ニワカとよむ。仁輪加と書いたりする。路上などでやる即興喜劇のことだ。この小説にそういう奇妙な題名をつけたのは、この小説の主人公が晩年、小林左兵衛と名乗って日本一の快客、といわれるようになったころ、自分の一生をふりかえって、
「わが一生は、一場の俄のようなものだ」
といった言葉からとっている。読者は、この男のやることなすことに、一場一席の「俄」を感じてもらえば、筆者の主題は大いにつらぬき通せることになる。
さて、人の身。
運命というか。江戸時代も末期にちかづいているこのころは、物価も高く、都会生活が苦しくなっており、自然、市井に住んでいる人の身にふしぎなことが多い。
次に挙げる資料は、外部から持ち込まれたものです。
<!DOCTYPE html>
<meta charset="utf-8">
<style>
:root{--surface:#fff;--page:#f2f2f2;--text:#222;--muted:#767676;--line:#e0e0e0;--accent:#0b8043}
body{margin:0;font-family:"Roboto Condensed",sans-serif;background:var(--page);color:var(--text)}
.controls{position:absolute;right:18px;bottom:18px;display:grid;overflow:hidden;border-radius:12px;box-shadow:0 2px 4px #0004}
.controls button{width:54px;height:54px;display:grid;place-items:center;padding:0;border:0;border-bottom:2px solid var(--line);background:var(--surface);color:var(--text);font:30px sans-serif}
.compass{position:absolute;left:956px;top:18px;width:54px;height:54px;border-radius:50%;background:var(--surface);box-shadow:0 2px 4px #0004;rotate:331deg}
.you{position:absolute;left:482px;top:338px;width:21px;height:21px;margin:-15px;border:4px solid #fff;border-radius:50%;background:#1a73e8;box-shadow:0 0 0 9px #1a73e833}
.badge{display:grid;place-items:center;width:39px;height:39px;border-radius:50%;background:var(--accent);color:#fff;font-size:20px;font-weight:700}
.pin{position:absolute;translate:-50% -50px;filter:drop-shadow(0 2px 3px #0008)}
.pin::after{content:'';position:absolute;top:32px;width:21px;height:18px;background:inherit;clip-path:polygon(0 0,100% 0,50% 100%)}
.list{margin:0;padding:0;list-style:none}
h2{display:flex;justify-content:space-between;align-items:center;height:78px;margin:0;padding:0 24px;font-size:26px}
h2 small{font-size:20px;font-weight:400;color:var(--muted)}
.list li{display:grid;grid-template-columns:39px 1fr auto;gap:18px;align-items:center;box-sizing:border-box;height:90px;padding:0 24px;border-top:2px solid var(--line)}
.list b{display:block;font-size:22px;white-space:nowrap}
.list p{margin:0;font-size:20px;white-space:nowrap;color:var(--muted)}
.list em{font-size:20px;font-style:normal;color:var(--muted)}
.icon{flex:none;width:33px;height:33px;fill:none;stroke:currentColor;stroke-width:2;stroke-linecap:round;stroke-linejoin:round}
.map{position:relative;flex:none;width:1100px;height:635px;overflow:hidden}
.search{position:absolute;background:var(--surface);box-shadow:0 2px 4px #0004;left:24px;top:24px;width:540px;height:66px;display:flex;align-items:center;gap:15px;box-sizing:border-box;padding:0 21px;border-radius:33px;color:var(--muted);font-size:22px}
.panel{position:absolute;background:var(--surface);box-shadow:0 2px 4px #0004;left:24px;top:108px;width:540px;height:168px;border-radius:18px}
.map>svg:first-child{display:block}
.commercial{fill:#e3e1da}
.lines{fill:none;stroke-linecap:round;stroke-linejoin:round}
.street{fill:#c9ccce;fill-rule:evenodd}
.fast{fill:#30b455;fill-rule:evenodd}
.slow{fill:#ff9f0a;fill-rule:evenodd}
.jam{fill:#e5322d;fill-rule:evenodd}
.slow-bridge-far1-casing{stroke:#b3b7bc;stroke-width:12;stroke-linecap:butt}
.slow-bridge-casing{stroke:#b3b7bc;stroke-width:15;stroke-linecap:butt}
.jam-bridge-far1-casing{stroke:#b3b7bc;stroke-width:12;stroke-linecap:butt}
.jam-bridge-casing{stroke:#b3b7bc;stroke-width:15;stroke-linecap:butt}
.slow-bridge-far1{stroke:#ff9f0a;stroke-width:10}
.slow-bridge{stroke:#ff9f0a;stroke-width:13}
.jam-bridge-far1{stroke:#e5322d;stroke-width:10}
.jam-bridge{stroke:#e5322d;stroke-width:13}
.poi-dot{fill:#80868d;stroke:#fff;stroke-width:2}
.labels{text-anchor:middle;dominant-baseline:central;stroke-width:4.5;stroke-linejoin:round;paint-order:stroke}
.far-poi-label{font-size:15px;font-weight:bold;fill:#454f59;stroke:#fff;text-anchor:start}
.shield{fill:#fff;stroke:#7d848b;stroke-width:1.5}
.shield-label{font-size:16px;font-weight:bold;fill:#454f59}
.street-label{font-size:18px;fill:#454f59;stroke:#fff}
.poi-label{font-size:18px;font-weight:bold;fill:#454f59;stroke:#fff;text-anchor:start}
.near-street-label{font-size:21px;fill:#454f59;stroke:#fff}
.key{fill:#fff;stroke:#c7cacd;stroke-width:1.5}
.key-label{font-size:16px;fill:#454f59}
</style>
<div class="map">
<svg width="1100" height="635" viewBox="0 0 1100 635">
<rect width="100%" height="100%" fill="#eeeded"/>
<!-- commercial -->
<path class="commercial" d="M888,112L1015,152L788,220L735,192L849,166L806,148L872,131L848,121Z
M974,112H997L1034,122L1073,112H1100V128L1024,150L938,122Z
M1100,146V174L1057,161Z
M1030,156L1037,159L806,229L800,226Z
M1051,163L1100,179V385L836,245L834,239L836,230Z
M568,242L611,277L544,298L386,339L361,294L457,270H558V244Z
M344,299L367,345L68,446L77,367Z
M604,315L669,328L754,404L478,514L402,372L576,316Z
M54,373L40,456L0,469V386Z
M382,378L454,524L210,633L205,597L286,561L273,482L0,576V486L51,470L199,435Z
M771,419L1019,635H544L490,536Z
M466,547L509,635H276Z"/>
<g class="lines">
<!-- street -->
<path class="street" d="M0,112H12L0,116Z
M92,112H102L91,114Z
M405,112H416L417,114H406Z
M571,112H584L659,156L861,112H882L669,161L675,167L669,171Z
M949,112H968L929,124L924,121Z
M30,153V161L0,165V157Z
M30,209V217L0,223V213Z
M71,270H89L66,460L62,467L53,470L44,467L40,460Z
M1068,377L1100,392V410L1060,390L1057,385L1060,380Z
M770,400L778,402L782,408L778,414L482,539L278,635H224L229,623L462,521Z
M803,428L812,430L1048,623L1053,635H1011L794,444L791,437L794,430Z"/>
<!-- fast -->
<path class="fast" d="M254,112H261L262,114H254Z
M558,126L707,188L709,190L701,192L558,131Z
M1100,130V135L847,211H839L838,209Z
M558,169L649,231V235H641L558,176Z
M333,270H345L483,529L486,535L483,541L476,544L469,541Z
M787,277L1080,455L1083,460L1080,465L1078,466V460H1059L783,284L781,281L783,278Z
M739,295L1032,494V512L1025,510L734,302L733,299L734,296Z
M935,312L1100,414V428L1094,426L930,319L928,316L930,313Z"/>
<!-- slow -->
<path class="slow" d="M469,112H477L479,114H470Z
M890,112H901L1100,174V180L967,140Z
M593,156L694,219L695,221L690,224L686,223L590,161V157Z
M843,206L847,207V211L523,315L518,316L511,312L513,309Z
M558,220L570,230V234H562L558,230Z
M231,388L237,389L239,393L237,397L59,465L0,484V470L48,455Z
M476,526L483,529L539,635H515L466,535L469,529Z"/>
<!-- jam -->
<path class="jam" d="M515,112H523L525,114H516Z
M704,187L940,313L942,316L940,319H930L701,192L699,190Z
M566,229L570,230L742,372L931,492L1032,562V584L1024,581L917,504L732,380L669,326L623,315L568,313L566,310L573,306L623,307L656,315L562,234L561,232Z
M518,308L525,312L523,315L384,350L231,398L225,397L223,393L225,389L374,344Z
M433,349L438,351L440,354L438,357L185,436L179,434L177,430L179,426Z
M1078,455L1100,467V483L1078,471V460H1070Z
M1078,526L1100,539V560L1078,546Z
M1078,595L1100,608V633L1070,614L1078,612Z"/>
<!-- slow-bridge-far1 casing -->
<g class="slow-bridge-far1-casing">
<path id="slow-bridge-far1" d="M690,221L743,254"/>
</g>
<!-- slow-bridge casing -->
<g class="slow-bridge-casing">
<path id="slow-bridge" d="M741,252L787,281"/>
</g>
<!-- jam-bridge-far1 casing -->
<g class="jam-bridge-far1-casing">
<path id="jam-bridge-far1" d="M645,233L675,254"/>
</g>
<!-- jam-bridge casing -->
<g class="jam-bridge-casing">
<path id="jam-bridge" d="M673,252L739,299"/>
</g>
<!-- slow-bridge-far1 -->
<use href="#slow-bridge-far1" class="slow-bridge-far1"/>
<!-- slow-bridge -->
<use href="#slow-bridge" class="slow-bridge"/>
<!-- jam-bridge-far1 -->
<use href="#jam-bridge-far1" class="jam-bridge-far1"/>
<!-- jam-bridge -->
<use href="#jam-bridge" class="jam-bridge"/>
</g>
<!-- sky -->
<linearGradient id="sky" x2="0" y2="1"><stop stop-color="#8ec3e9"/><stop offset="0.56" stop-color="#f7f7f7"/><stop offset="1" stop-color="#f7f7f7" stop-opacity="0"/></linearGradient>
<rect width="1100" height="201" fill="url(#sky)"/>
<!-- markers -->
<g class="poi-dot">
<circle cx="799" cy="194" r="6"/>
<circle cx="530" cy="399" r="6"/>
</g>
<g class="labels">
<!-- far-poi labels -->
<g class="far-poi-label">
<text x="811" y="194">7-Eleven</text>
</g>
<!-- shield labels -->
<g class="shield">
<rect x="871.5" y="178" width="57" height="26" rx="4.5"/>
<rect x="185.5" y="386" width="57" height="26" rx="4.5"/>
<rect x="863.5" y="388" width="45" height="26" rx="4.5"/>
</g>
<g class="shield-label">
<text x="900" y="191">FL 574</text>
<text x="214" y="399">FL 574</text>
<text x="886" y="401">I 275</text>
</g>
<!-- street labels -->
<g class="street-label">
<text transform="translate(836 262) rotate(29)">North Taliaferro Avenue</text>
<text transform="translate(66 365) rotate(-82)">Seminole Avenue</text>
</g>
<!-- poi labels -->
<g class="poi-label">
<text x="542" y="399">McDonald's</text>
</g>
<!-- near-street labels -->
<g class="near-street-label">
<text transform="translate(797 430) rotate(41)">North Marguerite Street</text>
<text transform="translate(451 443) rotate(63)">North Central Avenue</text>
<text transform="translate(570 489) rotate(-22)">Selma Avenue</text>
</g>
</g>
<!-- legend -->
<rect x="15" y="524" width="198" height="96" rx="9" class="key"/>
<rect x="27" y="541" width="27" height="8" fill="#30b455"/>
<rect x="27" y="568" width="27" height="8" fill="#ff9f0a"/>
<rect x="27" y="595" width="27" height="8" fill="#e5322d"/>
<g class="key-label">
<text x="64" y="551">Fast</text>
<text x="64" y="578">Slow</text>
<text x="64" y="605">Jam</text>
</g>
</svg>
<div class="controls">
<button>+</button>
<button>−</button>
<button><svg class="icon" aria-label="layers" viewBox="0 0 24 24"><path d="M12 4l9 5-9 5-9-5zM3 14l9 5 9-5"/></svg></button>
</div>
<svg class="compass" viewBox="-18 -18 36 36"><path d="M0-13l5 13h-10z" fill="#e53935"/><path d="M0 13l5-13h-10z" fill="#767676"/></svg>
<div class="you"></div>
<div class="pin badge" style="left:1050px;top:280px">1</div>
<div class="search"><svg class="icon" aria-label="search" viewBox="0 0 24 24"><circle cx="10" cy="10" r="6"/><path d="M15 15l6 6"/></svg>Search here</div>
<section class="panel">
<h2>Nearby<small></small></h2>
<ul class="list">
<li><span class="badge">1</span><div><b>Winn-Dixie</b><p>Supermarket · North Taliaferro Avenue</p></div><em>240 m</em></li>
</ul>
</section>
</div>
なかでもふしぎといえば、万吉の父親ほどふしぎな一生の男もすくない。
もとは、江戸のうまれで歴とした旗本だったという。
武士のころの名を、明井釆女といった。公儀お庭番というから、隠密である。
十一代将軍家斉の内命をうけ、隠密として大坂にくだり、町人に身を変えて大坂の高級幕吏の身辺をさぐっていたが、そのうちかんじんの家斉が死んだため、復命するあてをうしなった。
お庭番というのは将軍じきじきの密命によって動くもので、役目を果すまでは幕府の士籍からものぞかれてしまっている。
浪人せざるを得なくなった。
そのうち世話をする者があって、堂島中町船大工町の質屋で明石屋儀左衛門の養子になり、名も九兵衛とあらため、女房も、北野村の百姓長兵衛という者の娘およねをめとり、妻にした。